**Study material:**

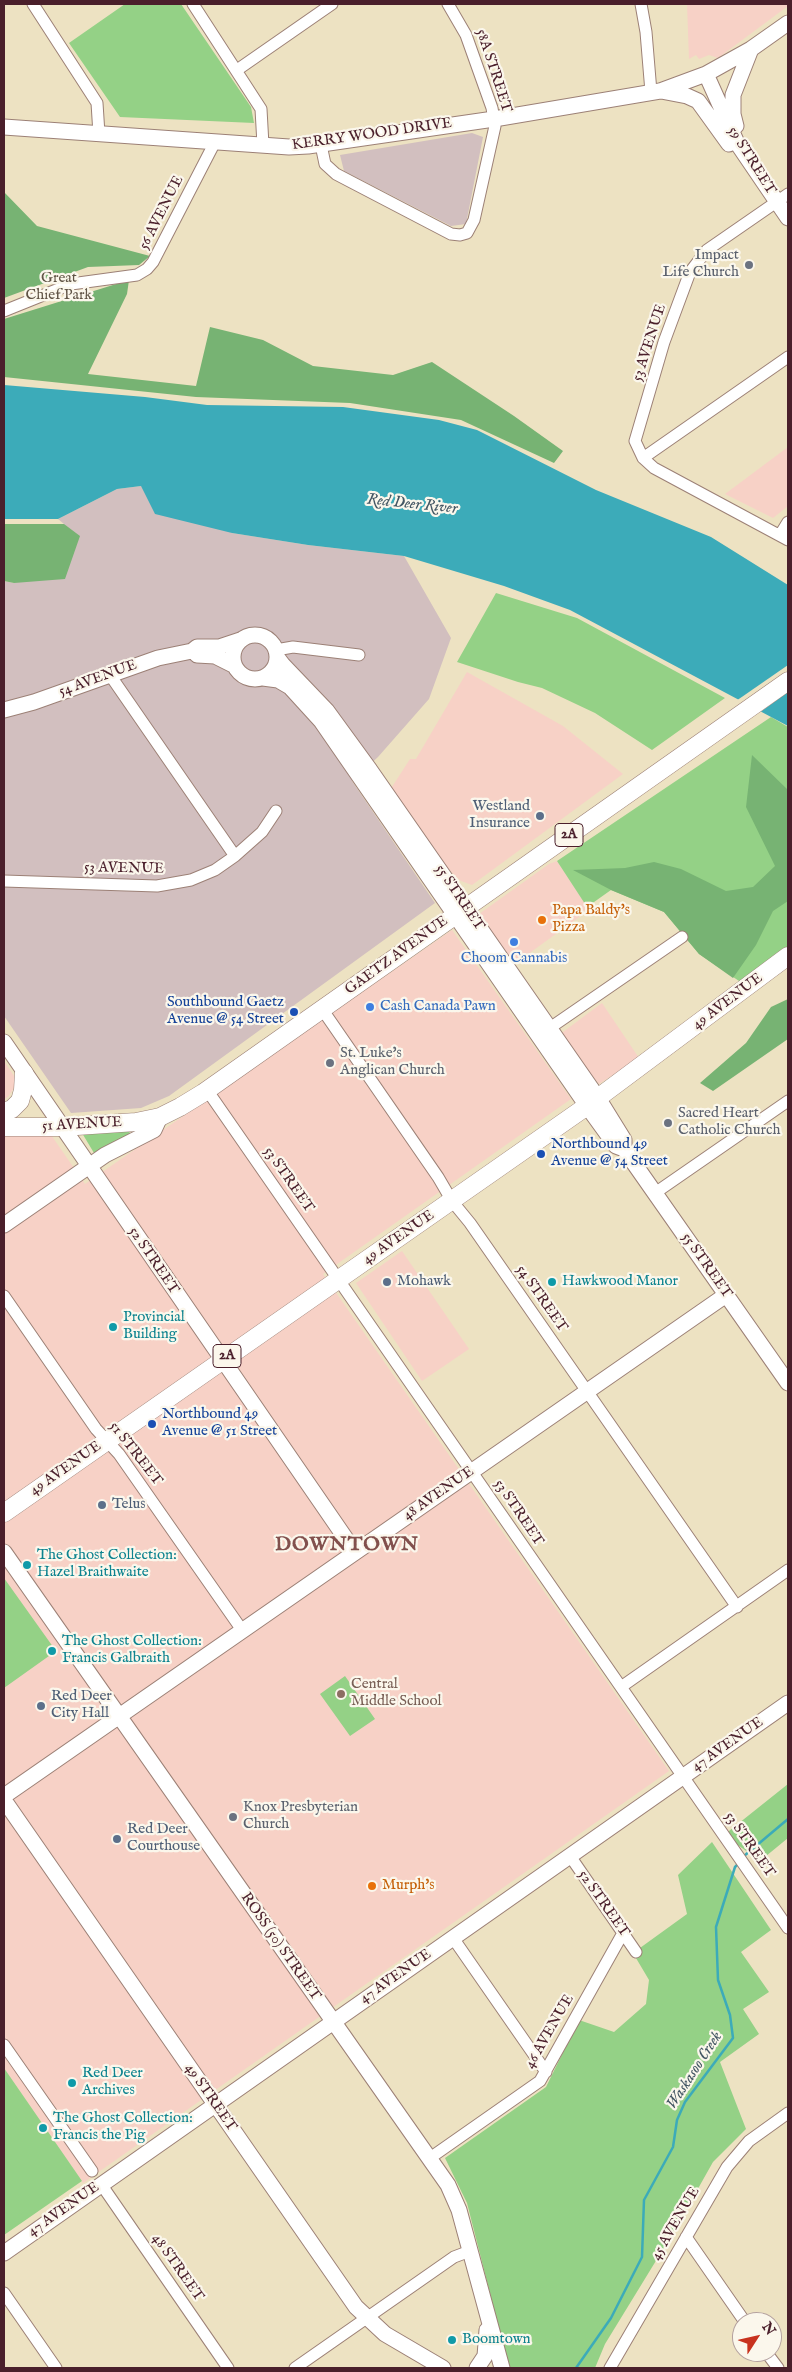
<!DOCTYPE html>
<style>
body{margin:0}
#map{position:relative;width:792px;height:2372px;overflow:hidden;background:#ede2c2;font-family:"IM FELL English",serif}
canvas{display:block}
.frame{position:absolute;inset:0;border:5px solid #4a1f2b;pointer-events:none}
.north{position:absolute;left:732px;top:2312px;width:50px;height:50px;box-sizing:border-box;background:#fbf7ec;border:1px solid #b4a19f;border-radius:50%;rotate:55deg;font-size:14px;font-weight:700;line-height:20px;text-align:center;color:#4a1f2b}
.north::after{content:'';display:block;margin:auto;width:18px;height:22px;background:#c8321e;clip-path:polygon(50% 0,100% 100%,50% 72%,0 100%)}
</style>
<div id="map">
<canvas width="792" height="2372"></canvas>
<div class="frame"></div>
<div class="north">N</div>
</div>
<script>
const c = document.querySelector('canvas').getContext('2d');
c.lineJoin = 'round';
function paint(path, color) { c.fillStyle = color; c.fill(path, 'evenodd'); }
const shape = rows => new Path2D(rows.map(r => 'M' + r).join(''));
function strokePath(path, color, width, dash) { c.strokeStyle = color; c.lineWidth = width; c.lineCap = dash ? 'butt' : 'round'; c.setLineDash(dash || []); c.stroke(path); }
function drawText(font, color, halo, rows, align = 'center') {
  c.font = font + ' "IM FELL English",serif'; c.lineWidth = 4.5; c.setLineDash([]); c.textBaseline = 'middle'; c.strokeStyle = halo; c.fillStyle = color; for (const [text, x, y, turn = 0] of rows) {
    c.save(); c.translate(x, y); c.rotate((+turn || 0) * Math.PI / 180); c.textAlign = isNaN(turn) ? turn : align; if (halo) c.strokeText(text, 0, 0); c.fillText(text, 0, 0); c.restore();
  }
}
paint(shape([
 [687,4,788,4,788,6,718,58,709,55,699,59,696,55,689,59],
 [788,447,788,506,773,518,725,494],
 [467,672,563,726,623,774,472,885,461,881,449,870,388,793,410,759,416,759],
 [557,861,587,906,582,915,513,965,479,914,549,864],
 [452,930,571,1099,323,1274,669,1771,83,2183,4,2068,4,1133,49,1132,85,1184],
 [602,1003,639,1058,599,1084,559,1035],
 [4,1061,18,1082,8,1097,4,1099],
 [402,1251,469,1349,422,1381,356,1283]
]), '#f7d1c6');
paint(shape([
 [472,133,483,137,466,224,451,226,344,171,340,155],
 [141,486,232,533,308,545,404,556,451,638,429,699,378,757,352,781,435,903,169,1096,141,1108,71,1113,4,1016,4,581,14,583,64,524,58,519,117,489]
]), '#d2bfbf');
paint(shape([
 [125,4,181,4,251,107,254,123,120,117,69,43],
 [496,593,577,618,725,698,652,750,595,713,542,688,518,682,457,662],
 [771,717,788,727,788,951,742,983,699,954,664,912,611,890,587,907,557,861],
 [130,1130,129,1137,94,1153,82,1133],
 [4,1578,56,1651,4,1688],
 [345,1676,375,1719,350,1736,320,1694],
 [788,1784,788,1838,760,1861,724,1835],
 [712,1842,771,1930,741,1952,769,1992,743,2009,759,2034,720,2062,746,2129,713,2162,673,2233,605,2344,595,2368,509,2368,467,2203,445,2158,546,2087,579,2020,614,2032,646,2004,649,1980,633,1953,687,1914,678,1875],
 [4,2068,82,2181,4,2235]
]), '#94d186');
paint(shape([
 [4,192,37,226,150,256,139,265,88,267,4,298],
 [129,280,127,294,88,374,196,386,210,327,263,340,313,366,393,375,432,362,514,416,563,451,554,463,461,420,350,403,196,397,4,377,4,319],
 [4,524,64,524,80,536,65,579,14,583,4,581],
 [752,755,788,790,788,901,773,911,756,945,733,978,699,954,664,912,611,890,573,870,625,868,654,862,681,869,726,891,753,887,775,866,746,807],
 [788,999,788,1039,713,1091,700,1083,746,1043,771,1007]
]), '#77b373');
paint(shape([
 [4,385,145,397,207,405,343,407,439,420,477,430,596,490,711,537,788,585,788,726,570,610,504,586,404,556,308,545,232,533,155,514,141,486,117,489,58,519,4,519]
]), '#3cabb9');
paint(shape([
 [788,665,788,692,759,713,736,701]
]), '#ede2c2');
strokePath(shape([
 [744,1856,788,1819],
 [576,2368,611,2318,642,2257,644,2200,673,2147,677,2120,685,2102,733,2038,730,2015,718,1980,716,1927,735,1867,739,1863]
]), '#3cabb9', 2.5);
const street = shape([
 [33,4,97,103,99,134],
 [193,4,261,109,263,145],
 [641,4,646,32,651,92],
 [237,70,332,4],
 [321,145,325,164,336,174,451,234,460,235,467,233,474,220,495,126,492,108,466,35,448,4],
 [788,194,707,250,690,272,664,342,635,441,643,458,654,468,788,540],
 [4,311,71,284,137,275,147,269,153,262,215,142],
 [643,458,788,357],
 [780,535,788,522],
 [276,650,293,647,359,655],
 [110,675,235,856],
 [4,881,157,886,191,880,215,870,235,856,262,832,276,811],
 [322,1009,438,1177,452,1201,470,1223,737,1607],
 [544,1032,682,937],
 [207,1090,788,1928],
 [655,1193,788,1101],
 [4,1296,96,1429,119,1454,242,1630],
 [621,1687,788,1570],
 [570,1856,636,1952],
 [453,1938,546,2072],
 [4,2045,92,2171],
 [430,2158,540,2081,623,1933],
 [101,2184,228,2368],
 [686,2237,745,2322],
 [4,2293,56,2368],
 [766,2352,778,2368],
 [295,2368,454,2257,470,2251],
 [610,2368,727,2167,749,2141,788,2113]
]);
const secondary = shape([
 [706,74,737,143,788,218],
 [661,91,687,96,698,101,729,144],
 [736,126,733,114,733,95,751,49],
 [4,127,289,147,308,146,494,119,660,91,706,74,751,49,788,23],
 '233 657a22 22 0 1 1 44 0a22 22 0 1 1-44 0Z',
 [197,655,215,656,235,666],
 [277,657,283,665,327,711,370,770,598,1098,624,1140,624,1149,788,1383],
 [263,678,278,680,290,687,321,721,587,1106,616,1146,624,1149],
 [4,710,34,702,158,658,192,651,197,647,219,647,240,640],
 [4,1042,355,1552],
 [4,1225,105,1155,154,1130,160,1117],
 [4,1552,448,2185,459,2210,502,2368],
 [4,1796,726,1295],
 [4,1800,356,2307,385,2334,443,2368],
 [4,2253,788,1703],
 [477,2368,485,2356,487,2330]
]);
const primary = shape([
 [4,1112,12,1109,20,1101,23,1090,24,1073],
 [4,1127,62,1127,136,1122,160,1117,180,1107,203,1093,788,681],
 [4,1513,587,1106,788,956]
]);
strokePath(street, '#9c8076', 13);
strokePath(secondary, '#9c8076', 17);
strokePath(primary, '#9c8076', 19);
strokePath(street, '#fff', 11);
strokePath(secondary, '#fff', 15);
strokePath(primary, '#fff', 18);
for (const [x, y, r, color] of [
 [749,265,5,"#6b7280"],
 [540,816,5,"#5c6f8a"],
 [542,920,5,"#e8710a"],
 [514,942,5,"#3f7fe0"],
 [370,1007,5,"#3f7fe0"],
 [294,1012,5,"#1a4fb4"],
 [330,1063,5,"#6b7280"],
 [668,1123,5,"#6b7280"],
 [541,1154,5,"#1a4fb4"],
 [387,1282,5,"#5c6f8a"],
 [552,1282,5,"#0f9aa8"],
 [113,1327,5,"#0f9aa8"],
 [152,1424,5,"#1a4fb4"],
 [102,1505,5,"#5c6f8a"],
 [27,1565,5,"#0f9aa8"],
 [52,1651,5,"#0f9aa8"],
 [341,1694,5,"#8d6e63"],
 [41,1706,5,"#5c6f8a"],
 [233,1817,5,"#6b7280"],
 [117,1839,5,"#5c6f8a"],
 [372,1886,5,"#e8710a"],
 [72,2083,5,"#0f9aa8"],
 [43,2128,5,"#0f9aa8"],
 [452,2340,5,"#0f9aa8"]
]) { const dot = new Path2D(); dot.arc(x, y, r, 0, 2 * Math.PI); c.fillStyle = color; c.fill(dot); strokePath(dot, '#fbf7ec', 2); }
for (const [x, y, w] of [
 [569,835,28],
 [227,1356,28]
]) { const box = new Path2D(); box.roundRect(x - w / 2, y - 11.5, w, 23, 4); c.fillStyle = '#fbf7ec'; c.fill(box); strokePath(box, '#4a1f2b', 1); }
drawText('bold 14px', '#4a1f2b', null, [
 ["2A",569,835],
 ["2A",227,1356]
]);
drawText('15px', '#4a1f2b', '#fbf7ec', [
 ["58A STREET",493,71,72],
 ["KERRY WOOD DRIVE",372,135,-8],
 ["59 STREET",751,161,58],
 ["56 AVENUE",162,213,-63],
 ["53 AVENUE",650,343,-72],
 ["54 AVENUE",98,679,-20],
 ["53 AVENUE",124,869,1],
 ["55 STREET",459,898,56],
 ["GAETZ AVENUE",397,956,-36],
 ["49 AVENUE",728,1002,-37],
 ["51 AVENUE",82,1125,-3],
 ["53 STREET",288,1180,55],
 ["49 AVENUE",399,1238,-35],
 ["52 STREET",153,1261,56],
 ["55 STREET",706,1266,55],
 ["54 STREET",541,1299,55],
 ["51 STREET",135,1454,52],
 ["49 AVENUE",66,1469,-35],
 ["48 AVENUE",439,1494,-35],
 ["53 STREET",518,1513,56],
 ["47 AVENUE",728,1745,-35],
 ["53 STREET",749,1845,55],
 ["52 STREET",603,1904,55],
 ["ROSS (50) STREET",280,1947,55],
 ["47 AVENUE",396,1977,-35],
 ["46 AVENUE",550,2032,-60],
 ["49 STREET",210,2098,55],
 ["47 AVENUE",64,2210,-35],
 ["45 AVENUE",676,2224,-60],
 ["48 STREET",177,2268,55]
]);
drawText('15px', '#5b616d', '#fbf7ec', [
 ["Impact",739,256,"right"],
 ["Life Church",739,273,"right"],
 ["St. Luke's",340,1054],
 ["Anglican Church",340,1071],
 ["Sacred Heart",678,1114],
 ["Catholic Church",678,1131],
 ["Knox Presbyterian",243,1808],
 ["Church",243,1825]
], 'left');
drawText('15px', '#605446', '#fbf7ec', [
 ["Great",59,279],
 ["Chief Park",59,296]
]);
drawText('15px', '#4e5e75', '#fbf7ec', [
 ["Westland",530,807,"right"],
 ["Insurance",530,824,"right"],
 ["Mohawk",397,1282],
 ["Telus",112,1505],
 ["Red Deer",51,1697],
 ["City Hall",51,1714],
 ["Red Deer",127,1830],
 ["Courthouse",127,1847]
], 'left');
drawText('15px', '#c56008', '#fbf7ec', [
 ["Papa Baldy's",552,911],
 ["Pizza",552,928],
 ["Murph's",382,1886]
], 'left');
drawText('15px', '#366cbe', '#fbf7ec', [
 ["Choom Cannabis",514,959],
 ["Cash Canada Pawn",380,1007,"left"]
]);
drawText('15px', '#164399', '#fbf7ec', [
 ["Southbound Gaetz",284,1003,"right"],
 ["Avenue @ 54 Street",284,1020,"right"],
 ["Northbound 49",551,1145],
 ["Avenue @ 54 Street",551,1162],
 ["Northbound 49",162,1415],
 ["Avenue @ 51 Street",162,1432]
], 'left');
drawText('15px', '#0d838f', '#fbf7ec', [
 ["Hawkwood Manor",562,1282],
 ["Provincial",123,1318],
 ["Building",123,1335],
 ["The Ghost Collection:",37,1556],
 ["Hazel Braithwaite",37,1573],
 ["The Ghost Collection:",62,1642],
 ["Francis Galbraith",62,1659],
 ["Red Deer",82,2074],
 ["Archives",82,2091],
 ["The Ghost Collection:",53,2119],
 ["Francis the Pig",53,2136],
 ["Boomtown",462,2340]
], 'left');
drawText('15px', '#785e54', '#fbf7ec', [
 ["Central",351,1685],
 ["Middle School",351,1702]
], 'left');
drawText('italic 16px', '#445764', '#fbf7ec', [
 ["Red Deer River",412,505,6],
 ["Waskasoo Creek",695,2071,-57]
]);
c.letterSpacing = '1px';
drawText('bold 20px', '#82504d', '#fbf7ec', [
 ["DOWNTOWN",347,1546]
]);
c.letterSpacing = '0px';
</script>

**Exercise aim:** Each line with the word "Church" in the records above belongs in the result; copy all of them.

**Written answer:**
 ["Life Church",739,273,"right"],
 ["Anglican Church",340,1071],
 ["Catholic Church",678,1131],
 ["Church",243,1825]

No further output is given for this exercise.